Le vrai basculement : un bloc qui ne compte plus sur Washington
Réduire cet accord à une alliance de circonstance serait passer à côté de l'essentiel. Ce que le pacte de La Mecque met en scène, c'est une émancipation stratégique. Depuis des décennies, la sécurité du Golfe reposait sur un échange tacite : le pétrole contre la protection américaine. La guerre de 2026 a brisé ce contrat aux yeux de Riyad. Quand les missiles tombent et que Washington calcule son engagement, il faut une dissuasion à soi.
Or les trois signataires pèsent lourd. Le Pakistan est une puissance nucléaire. La Turquie aligne la deuxième armée de l'OTAN. L'Arabie saoudite dispose de la profondeur financière. Ensemble, ils constituent une architecture de sécurité autonome, capable de dissuader sans passer par Washington. C'est là le tournant : non pas un nouveau camp dans la guerre froide régionale, mais la sortie du système où la sécurité arabe se décidait à l'extérieur.
Trois puissances qui se complètent, et c'est ce qui le rend solide
La vraie nouveauté n'est pas l'addition, c'est la complémentarité. Ces trois États ne se ressemblent pas, ils se complètent, et c'est ce qui distingue ce pacte des alliances de papier du passé. La Turquie apporte la base industrielle et militaire : ses drones, devenus une référence mondiale avec 2,2 milliards de dollars d'exportations en 2025, vont être fabriqués sur le sol saoudien, aux termes d'un accord stratégique de localisation signé avec le constructeur turc Baykar. Deux protocoles complémentaires, associant les groupes de défense turcs Roketsan et Aselsan, prévoient de produire en Arabie munitions de drones et capteurs optiques. Le Pakistan apporte la masse, l'expertise balistique et nucléaire. L'Arabie saoudite apporte l'argent et la logistique.
Là où le parapluie américain ne fournissait qu'une garantie de sécurité, ce bloc met en commun des ressources qui s'emboîtent : l'industrie, la dissuasion, le capital. Des analystes y voient les premiers pas réels vers la fin du monopole occidental sur l'armement de pointe. C'est ce qui rend l'ensemble plus consistant qu'une simple promesse signée : derrière le texte, il y a des usines, des transferts de technologie, des chaînes de production partagées. Une alliance qui construit des choses ensemble se défait moins facilement qu'une alliance qui se contente de se déclarer.
L'angle mort de tout le monde : la question nucléaire
Une dimension domine toutes les autres, et chacun évite de la nommer : le pacte fait entrer une puissance nucléaire dans l'équation sunnite. Le Pakistan est le seul État musulman doté de la bombe. Depuis des années, les spécialistes prêtent à Riyad et Islamabad une entente nucléaire tacite, ressortie chaque fois que le programme iranien avance. Depuis la signature, certains analystes lisent le pacte comme un parapluie nucléaire pakistanais implicitement étendu au Golfe. Un responsable saoudien a démenti tout lien entre l'accord et de quelconques ambitions nucléaires.

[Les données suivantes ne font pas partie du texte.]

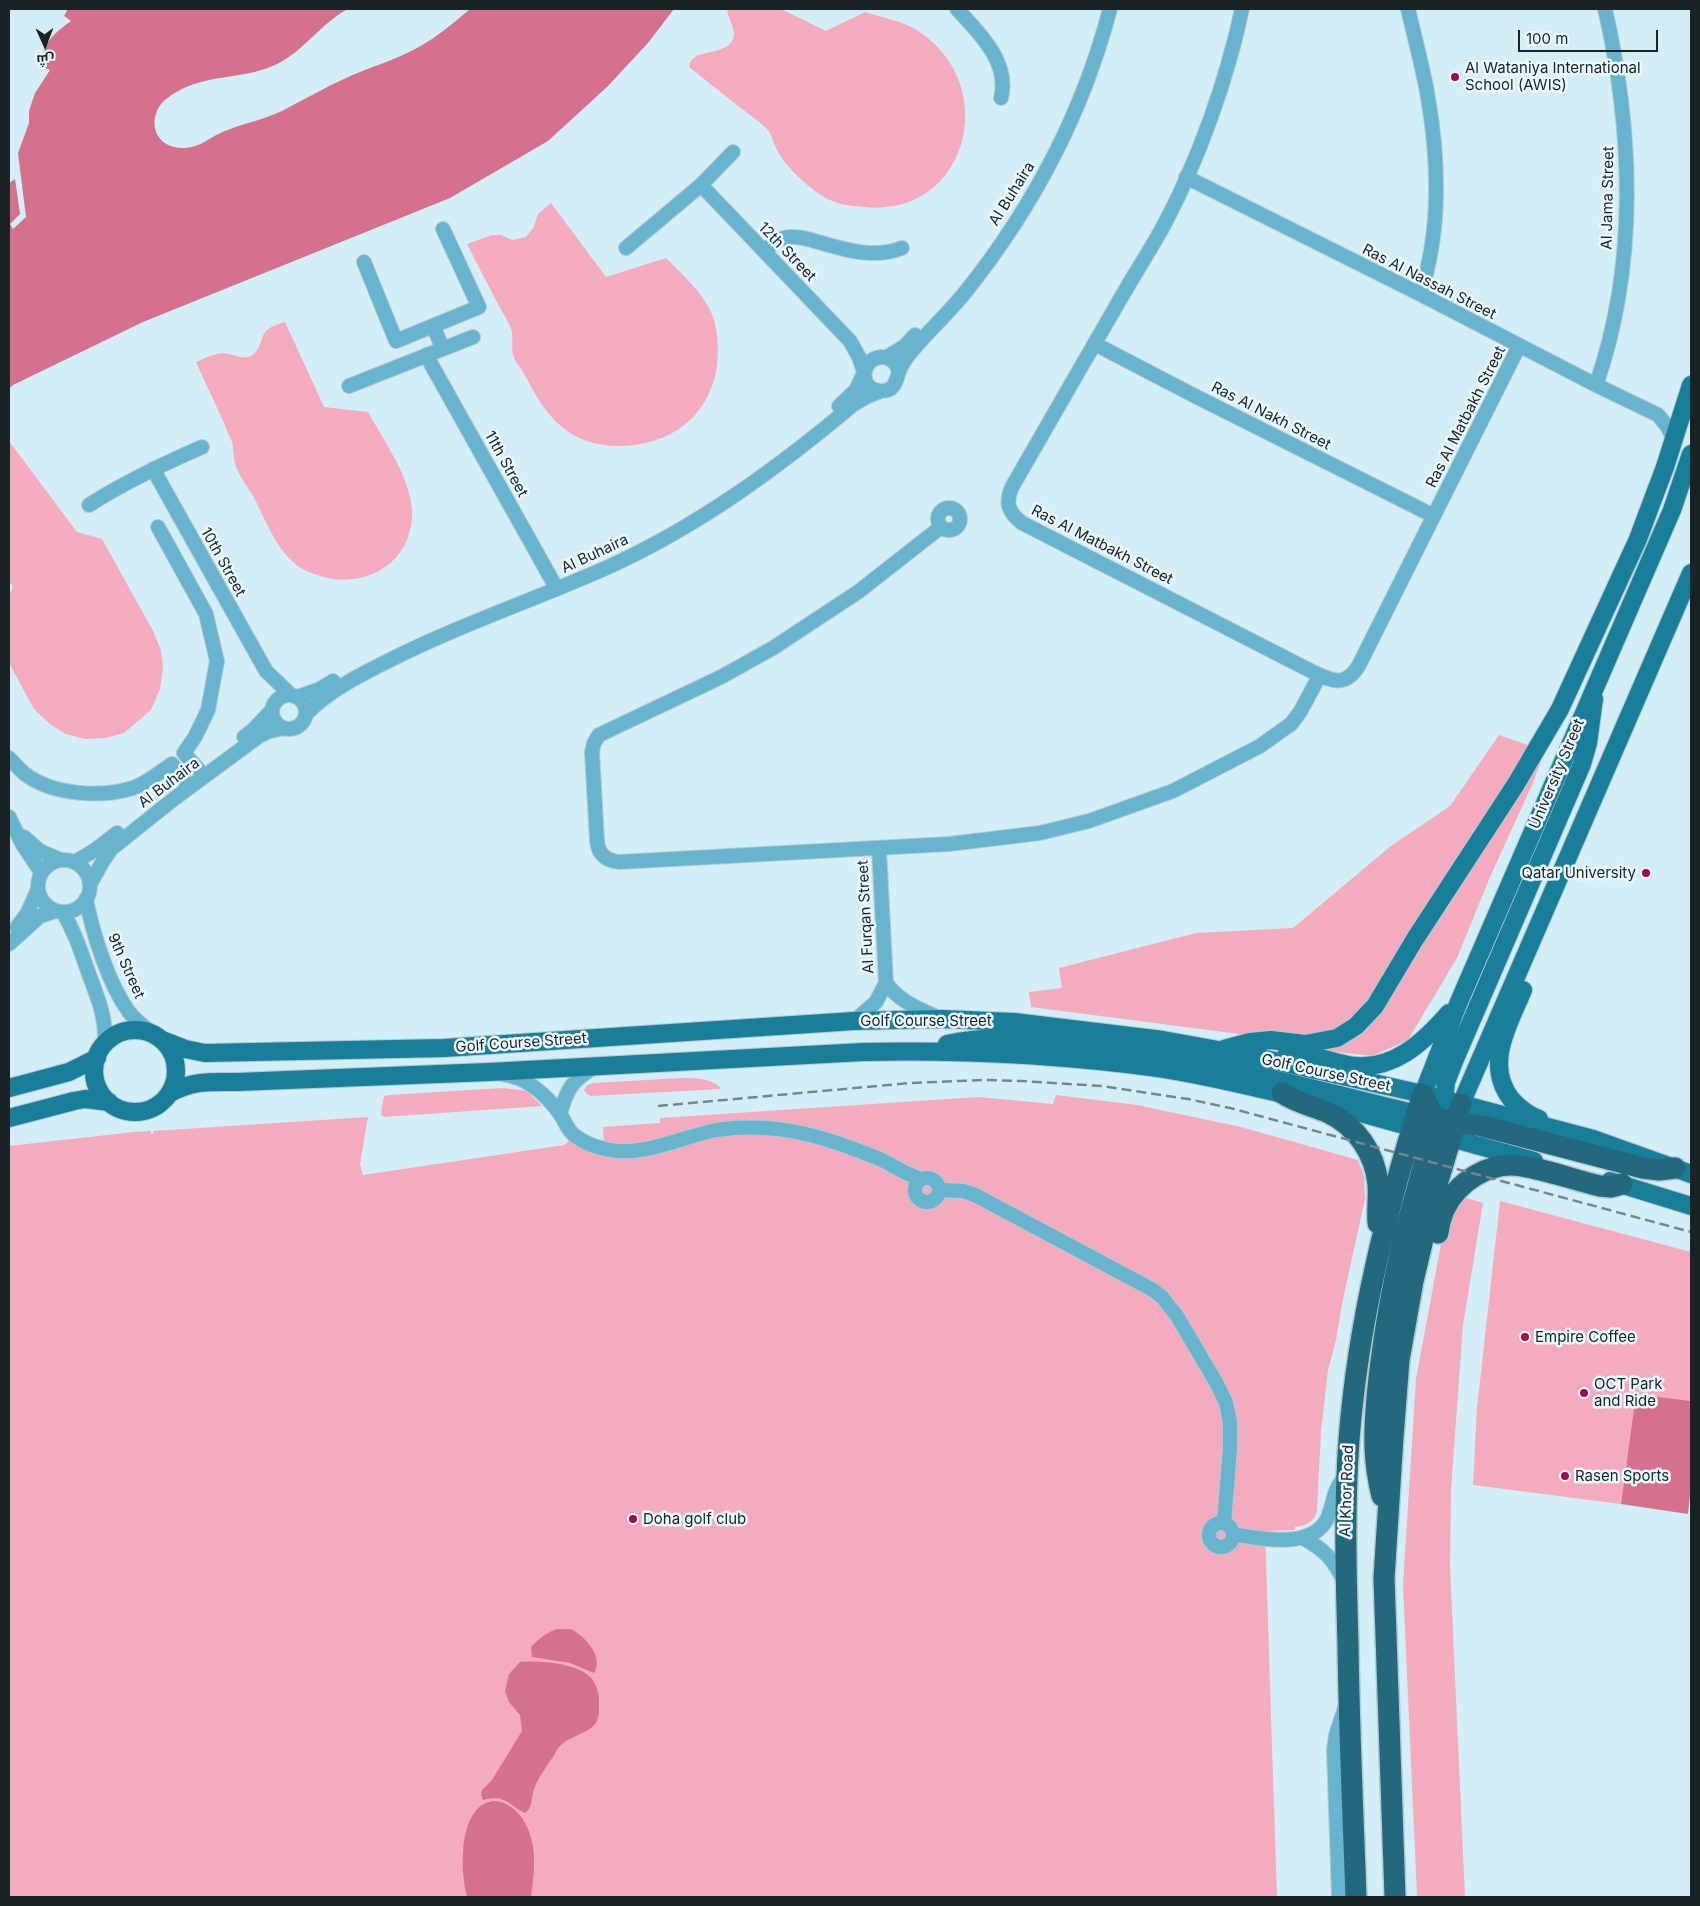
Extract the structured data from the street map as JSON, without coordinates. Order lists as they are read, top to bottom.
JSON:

Nous n'affirmons rien : la réalité d'une telle entente reste invérifiable, et la prudence commande de l'attribuer plutôt que de l'asséner. Mais le seul fait que la question se pose change l'équation. Si ce parapluie est crédible, même de manière implicite, alors le monopole nucléaire régional d'Israël se fissure, et il se fissure sans que l'Iran ait eu besoin de sa propre bombe. C'est là la rupture de fond : elle n'est pas diplomatique, elle est stratégique.
Un pacte de papier ? La leçon des alliances mortes
Le scepticisme est légitime, et sain. La région est un cimetière de traités de défense collective. Le traité de défense commune de la Ligue arabe, signé en 1950, n'a jamais fonctionné. Le pacte de Bagdad de 1955 s'est brisé sur les rivalités et les nationalismes arabes. Chaque tentative d'unir les armées musulmanes sous une même formule a échoué sur les agendas concurrents de ses membres. Pourquoi en irait-il autrement cette fois ?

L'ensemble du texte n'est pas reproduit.